------ Data in this exercise

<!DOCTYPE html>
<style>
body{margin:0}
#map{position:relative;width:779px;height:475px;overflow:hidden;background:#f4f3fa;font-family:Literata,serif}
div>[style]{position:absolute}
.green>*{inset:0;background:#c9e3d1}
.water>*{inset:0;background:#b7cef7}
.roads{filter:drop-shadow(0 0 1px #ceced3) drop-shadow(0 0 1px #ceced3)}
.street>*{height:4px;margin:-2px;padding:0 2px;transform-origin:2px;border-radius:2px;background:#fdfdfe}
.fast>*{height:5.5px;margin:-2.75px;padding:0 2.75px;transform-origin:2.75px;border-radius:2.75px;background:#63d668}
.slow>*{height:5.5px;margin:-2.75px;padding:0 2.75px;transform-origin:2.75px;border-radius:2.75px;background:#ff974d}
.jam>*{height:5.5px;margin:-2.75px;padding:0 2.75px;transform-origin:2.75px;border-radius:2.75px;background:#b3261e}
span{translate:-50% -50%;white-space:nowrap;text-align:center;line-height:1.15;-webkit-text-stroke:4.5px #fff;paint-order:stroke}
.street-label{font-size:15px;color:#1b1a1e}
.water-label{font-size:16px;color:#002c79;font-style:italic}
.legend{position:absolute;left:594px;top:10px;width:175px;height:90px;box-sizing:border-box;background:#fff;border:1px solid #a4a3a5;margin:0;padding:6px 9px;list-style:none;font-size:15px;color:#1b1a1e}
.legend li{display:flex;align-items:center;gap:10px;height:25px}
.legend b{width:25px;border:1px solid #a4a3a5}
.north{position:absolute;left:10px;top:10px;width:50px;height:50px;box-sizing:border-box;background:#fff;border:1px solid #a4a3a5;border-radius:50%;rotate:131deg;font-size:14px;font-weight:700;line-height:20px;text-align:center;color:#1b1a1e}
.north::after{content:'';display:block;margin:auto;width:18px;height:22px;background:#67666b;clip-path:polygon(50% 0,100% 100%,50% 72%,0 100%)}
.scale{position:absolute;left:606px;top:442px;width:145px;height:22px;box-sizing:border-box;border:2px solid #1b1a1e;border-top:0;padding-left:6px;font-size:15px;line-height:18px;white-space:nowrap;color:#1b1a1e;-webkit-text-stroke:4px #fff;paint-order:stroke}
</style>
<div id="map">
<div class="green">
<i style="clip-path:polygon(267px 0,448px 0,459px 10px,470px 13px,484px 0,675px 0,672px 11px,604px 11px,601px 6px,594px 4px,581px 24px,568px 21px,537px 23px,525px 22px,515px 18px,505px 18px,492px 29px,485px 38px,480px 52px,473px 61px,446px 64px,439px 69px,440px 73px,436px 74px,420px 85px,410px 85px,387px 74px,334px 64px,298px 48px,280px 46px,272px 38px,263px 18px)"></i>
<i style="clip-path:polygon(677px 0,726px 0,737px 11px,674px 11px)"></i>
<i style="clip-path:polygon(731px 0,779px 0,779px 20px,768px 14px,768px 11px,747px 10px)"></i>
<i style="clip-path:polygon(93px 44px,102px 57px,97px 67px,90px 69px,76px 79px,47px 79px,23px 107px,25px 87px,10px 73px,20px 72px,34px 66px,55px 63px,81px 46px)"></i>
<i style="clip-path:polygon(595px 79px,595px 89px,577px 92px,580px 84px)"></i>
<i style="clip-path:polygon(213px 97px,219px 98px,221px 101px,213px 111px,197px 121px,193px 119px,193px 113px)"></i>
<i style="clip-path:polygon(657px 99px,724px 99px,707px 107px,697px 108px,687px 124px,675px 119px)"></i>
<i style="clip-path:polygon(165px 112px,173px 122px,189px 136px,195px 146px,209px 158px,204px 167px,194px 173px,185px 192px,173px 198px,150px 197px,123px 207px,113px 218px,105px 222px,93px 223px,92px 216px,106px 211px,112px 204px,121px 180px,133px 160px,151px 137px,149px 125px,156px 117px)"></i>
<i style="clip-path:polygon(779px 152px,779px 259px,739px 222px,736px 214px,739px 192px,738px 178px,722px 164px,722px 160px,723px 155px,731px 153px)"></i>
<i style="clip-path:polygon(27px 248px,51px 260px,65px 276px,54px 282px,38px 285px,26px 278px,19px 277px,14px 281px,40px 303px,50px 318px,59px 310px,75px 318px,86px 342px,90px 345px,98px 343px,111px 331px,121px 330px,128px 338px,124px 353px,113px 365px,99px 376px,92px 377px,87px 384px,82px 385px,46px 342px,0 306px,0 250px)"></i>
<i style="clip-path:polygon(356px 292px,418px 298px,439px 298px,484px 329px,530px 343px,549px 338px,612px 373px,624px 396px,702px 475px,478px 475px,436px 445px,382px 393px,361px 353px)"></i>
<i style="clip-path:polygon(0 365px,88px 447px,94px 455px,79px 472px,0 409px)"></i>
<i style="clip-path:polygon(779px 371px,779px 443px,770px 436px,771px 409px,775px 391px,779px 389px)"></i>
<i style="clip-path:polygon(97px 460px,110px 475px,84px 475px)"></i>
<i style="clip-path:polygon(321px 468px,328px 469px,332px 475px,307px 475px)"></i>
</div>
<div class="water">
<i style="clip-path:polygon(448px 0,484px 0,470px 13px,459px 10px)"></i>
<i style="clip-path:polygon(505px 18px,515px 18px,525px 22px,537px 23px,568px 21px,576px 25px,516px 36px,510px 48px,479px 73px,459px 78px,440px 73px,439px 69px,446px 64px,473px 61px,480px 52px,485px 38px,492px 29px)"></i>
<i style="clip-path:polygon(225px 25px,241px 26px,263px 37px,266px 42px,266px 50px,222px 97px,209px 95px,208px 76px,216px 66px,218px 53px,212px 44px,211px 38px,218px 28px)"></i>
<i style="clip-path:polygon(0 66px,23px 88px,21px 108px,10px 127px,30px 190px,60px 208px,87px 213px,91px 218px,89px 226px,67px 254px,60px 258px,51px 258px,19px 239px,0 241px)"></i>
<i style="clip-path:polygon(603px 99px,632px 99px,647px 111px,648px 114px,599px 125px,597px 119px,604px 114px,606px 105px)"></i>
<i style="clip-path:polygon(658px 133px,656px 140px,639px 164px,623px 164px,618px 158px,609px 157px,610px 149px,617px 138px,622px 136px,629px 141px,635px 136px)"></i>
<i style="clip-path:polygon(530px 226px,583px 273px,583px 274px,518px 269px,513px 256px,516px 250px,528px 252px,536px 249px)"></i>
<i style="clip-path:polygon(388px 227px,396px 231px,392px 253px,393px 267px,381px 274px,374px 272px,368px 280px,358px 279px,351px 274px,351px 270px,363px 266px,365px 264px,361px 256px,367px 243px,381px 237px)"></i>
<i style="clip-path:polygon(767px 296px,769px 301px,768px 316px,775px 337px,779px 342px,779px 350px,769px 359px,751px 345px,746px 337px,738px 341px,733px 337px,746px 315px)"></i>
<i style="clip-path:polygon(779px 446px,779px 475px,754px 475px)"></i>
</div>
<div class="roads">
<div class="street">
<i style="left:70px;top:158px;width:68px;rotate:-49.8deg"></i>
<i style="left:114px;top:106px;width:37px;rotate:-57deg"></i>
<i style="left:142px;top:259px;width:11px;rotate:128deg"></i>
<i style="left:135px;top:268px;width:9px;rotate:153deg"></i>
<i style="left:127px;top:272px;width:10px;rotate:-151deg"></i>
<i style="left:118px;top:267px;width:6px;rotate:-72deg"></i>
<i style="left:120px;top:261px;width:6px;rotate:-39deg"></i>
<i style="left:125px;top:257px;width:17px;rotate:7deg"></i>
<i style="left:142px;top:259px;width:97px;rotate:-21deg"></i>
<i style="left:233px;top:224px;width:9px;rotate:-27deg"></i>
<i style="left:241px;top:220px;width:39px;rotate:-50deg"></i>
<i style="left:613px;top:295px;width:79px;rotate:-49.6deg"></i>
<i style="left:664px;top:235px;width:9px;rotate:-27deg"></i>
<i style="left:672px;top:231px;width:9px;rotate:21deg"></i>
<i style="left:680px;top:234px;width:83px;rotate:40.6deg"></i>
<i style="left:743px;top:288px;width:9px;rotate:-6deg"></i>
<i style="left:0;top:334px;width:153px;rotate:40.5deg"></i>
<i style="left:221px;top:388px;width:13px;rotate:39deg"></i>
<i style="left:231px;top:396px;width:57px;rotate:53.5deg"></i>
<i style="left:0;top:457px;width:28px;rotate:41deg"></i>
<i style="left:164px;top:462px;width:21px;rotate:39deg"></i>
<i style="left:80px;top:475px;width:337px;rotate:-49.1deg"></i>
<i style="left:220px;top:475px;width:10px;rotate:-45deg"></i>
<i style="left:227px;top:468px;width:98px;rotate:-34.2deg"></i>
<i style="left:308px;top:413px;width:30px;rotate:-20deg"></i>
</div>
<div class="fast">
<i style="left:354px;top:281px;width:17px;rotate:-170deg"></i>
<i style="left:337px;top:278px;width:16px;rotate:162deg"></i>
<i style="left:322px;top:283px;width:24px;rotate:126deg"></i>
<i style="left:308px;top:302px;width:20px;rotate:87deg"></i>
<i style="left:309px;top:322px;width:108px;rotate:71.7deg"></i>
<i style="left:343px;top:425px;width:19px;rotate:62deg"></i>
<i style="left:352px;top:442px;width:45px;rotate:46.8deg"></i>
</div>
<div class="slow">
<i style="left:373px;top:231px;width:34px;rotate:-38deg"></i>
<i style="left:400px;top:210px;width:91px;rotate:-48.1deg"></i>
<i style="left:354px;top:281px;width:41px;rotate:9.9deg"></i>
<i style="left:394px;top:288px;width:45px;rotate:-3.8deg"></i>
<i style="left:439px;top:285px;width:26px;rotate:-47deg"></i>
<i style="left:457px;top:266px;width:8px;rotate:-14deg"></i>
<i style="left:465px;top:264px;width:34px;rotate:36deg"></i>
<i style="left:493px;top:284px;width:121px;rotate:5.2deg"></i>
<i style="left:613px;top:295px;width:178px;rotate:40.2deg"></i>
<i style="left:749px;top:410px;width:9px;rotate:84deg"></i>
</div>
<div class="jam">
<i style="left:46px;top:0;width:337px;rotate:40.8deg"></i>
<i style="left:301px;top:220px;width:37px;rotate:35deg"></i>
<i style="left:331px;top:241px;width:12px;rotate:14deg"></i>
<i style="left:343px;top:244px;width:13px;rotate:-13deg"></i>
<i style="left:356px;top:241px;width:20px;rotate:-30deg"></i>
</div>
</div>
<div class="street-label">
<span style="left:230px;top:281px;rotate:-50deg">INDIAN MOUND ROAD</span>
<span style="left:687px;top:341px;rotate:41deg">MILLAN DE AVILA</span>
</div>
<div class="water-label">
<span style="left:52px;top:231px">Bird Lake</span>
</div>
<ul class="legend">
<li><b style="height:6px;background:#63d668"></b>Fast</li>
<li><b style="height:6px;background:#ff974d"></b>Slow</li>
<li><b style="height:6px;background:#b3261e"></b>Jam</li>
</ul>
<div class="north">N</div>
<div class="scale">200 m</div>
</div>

------------

● **About this task**
Find every line above where the word "roads" occurs, and copy that line.

● **Exercise answer**
.roads{filter:drop-shadow(0 0 1px #ceced3) drop-shadow(0 0 1px #ceced3)}
<div class="roads">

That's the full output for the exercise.